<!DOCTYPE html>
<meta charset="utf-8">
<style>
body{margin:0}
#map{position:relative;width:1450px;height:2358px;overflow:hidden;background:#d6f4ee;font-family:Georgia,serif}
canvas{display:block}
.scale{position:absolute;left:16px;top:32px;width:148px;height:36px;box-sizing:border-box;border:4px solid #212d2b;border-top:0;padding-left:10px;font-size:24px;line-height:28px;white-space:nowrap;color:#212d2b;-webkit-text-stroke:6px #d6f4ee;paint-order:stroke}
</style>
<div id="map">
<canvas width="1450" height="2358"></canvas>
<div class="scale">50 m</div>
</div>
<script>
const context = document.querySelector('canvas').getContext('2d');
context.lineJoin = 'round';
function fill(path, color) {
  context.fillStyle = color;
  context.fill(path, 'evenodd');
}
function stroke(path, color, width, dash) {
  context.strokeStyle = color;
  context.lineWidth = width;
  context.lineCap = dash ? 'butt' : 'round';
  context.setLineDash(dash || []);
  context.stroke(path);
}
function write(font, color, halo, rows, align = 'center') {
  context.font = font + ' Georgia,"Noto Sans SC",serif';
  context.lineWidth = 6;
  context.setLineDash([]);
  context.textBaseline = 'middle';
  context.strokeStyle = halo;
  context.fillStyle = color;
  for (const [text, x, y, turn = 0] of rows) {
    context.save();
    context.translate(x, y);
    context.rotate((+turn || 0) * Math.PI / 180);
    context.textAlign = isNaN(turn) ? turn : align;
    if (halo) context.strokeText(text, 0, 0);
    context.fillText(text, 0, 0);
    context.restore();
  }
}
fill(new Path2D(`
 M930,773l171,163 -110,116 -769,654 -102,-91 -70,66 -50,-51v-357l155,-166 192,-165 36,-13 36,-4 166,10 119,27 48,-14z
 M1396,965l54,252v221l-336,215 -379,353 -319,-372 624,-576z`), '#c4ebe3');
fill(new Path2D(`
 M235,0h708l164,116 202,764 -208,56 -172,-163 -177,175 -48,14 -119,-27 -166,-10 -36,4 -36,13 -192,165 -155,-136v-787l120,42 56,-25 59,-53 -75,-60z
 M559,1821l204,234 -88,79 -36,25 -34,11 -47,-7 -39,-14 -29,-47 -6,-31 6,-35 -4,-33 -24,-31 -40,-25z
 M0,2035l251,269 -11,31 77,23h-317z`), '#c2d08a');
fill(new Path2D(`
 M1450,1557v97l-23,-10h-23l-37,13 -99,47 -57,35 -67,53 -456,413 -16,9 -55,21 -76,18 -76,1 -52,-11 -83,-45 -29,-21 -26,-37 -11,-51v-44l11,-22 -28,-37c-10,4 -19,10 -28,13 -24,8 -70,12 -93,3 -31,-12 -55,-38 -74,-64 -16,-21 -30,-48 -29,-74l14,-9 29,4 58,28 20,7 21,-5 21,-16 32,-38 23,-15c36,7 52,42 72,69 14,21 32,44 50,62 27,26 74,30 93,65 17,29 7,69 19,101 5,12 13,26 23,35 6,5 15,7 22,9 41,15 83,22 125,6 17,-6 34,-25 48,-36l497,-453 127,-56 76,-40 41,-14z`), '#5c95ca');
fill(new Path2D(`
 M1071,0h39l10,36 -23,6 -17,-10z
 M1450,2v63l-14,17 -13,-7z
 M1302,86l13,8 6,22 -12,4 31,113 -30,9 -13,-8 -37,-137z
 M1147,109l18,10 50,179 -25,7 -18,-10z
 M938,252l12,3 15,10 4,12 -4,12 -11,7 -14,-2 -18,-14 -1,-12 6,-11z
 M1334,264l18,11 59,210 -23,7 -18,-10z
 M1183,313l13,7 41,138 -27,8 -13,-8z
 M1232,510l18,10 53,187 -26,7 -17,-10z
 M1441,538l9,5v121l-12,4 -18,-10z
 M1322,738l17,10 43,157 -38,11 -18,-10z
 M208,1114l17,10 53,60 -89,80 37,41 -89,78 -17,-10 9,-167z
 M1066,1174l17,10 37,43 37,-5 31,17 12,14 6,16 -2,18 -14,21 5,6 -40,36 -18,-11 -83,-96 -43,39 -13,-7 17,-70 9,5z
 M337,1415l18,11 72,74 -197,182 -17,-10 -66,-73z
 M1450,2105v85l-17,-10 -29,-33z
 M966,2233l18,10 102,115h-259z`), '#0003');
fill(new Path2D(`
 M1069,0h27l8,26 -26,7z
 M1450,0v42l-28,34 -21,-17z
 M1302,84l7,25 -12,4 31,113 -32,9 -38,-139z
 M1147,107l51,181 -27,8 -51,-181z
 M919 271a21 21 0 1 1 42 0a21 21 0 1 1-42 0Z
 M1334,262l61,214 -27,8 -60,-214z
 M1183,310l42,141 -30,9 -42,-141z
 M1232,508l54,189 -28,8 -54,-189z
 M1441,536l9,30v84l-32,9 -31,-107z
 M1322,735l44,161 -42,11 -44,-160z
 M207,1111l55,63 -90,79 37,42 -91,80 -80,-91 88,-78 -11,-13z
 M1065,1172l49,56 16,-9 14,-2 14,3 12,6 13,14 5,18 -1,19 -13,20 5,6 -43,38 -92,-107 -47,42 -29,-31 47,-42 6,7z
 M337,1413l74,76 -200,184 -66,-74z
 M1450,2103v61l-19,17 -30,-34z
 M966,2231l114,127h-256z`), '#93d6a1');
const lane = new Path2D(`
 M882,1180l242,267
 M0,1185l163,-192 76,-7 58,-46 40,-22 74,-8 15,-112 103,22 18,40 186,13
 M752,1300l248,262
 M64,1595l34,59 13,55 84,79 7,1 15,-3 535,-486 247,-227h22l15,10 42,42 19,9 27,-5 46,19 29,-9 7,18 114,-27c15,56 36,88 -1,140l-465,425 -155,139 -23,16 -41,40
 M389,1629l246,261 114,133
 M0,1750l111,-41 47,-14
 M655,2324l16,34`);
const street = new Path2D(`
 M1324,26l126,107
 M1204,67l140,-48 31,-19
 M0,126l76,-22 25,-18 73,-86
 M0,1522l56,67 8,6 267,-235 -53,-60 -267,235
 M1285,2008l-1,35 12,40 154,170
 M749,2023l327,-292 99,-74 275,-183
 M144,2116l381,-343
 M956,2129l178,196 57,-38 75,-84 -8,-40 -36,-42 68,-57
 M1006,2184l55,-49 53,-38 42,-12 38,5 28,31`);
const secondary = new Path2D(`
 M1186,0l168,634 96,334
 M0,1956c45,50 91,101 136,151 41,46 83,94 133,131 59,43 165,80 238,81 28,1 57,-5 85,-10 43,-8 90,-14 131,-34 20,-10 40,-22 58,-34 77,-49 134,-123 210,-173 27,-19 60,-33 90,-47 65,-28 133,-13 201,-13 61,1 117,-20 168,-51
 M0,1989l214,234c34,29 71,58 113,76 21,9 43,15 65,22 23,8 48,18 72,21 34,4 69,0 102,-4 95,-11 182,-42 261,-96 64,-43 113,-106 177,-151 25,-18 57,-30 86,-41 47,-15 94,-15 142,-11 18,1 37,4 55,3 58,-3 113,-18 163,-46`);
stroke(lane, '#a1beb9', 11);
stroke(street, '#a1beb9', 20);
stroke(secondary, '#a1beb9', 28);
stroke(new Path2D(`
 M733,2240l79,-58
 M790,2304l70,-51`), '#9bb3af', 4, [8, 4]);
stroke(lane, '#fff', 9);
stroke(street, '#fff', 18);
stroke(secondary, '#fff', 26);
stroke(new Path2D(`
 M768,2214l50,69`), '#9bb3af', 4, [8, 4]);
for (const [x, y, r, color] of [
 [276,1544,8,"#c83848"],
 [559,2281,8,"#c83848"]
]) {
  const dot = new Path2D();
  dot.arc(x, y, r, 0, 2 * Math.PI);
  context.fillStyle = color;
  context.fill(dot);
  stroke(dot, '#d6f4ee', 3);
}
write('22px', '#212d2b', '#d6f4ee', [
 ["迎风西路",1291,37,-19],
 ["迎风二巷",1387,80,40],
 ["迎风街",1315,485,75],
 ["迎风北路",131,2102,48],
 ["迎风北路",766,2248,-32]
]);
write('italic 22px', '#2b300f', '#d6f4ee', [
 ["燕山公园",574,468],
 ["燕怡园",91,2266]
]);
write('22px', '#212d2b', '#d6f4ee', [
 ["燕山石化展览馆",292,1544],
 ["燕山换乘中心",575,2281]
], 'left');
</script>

▸ YOUR OBJECTIVE
Once you have counted the lines of the records holding the string "Math", state that number with no other words.

▸ RESPONSE AREA
2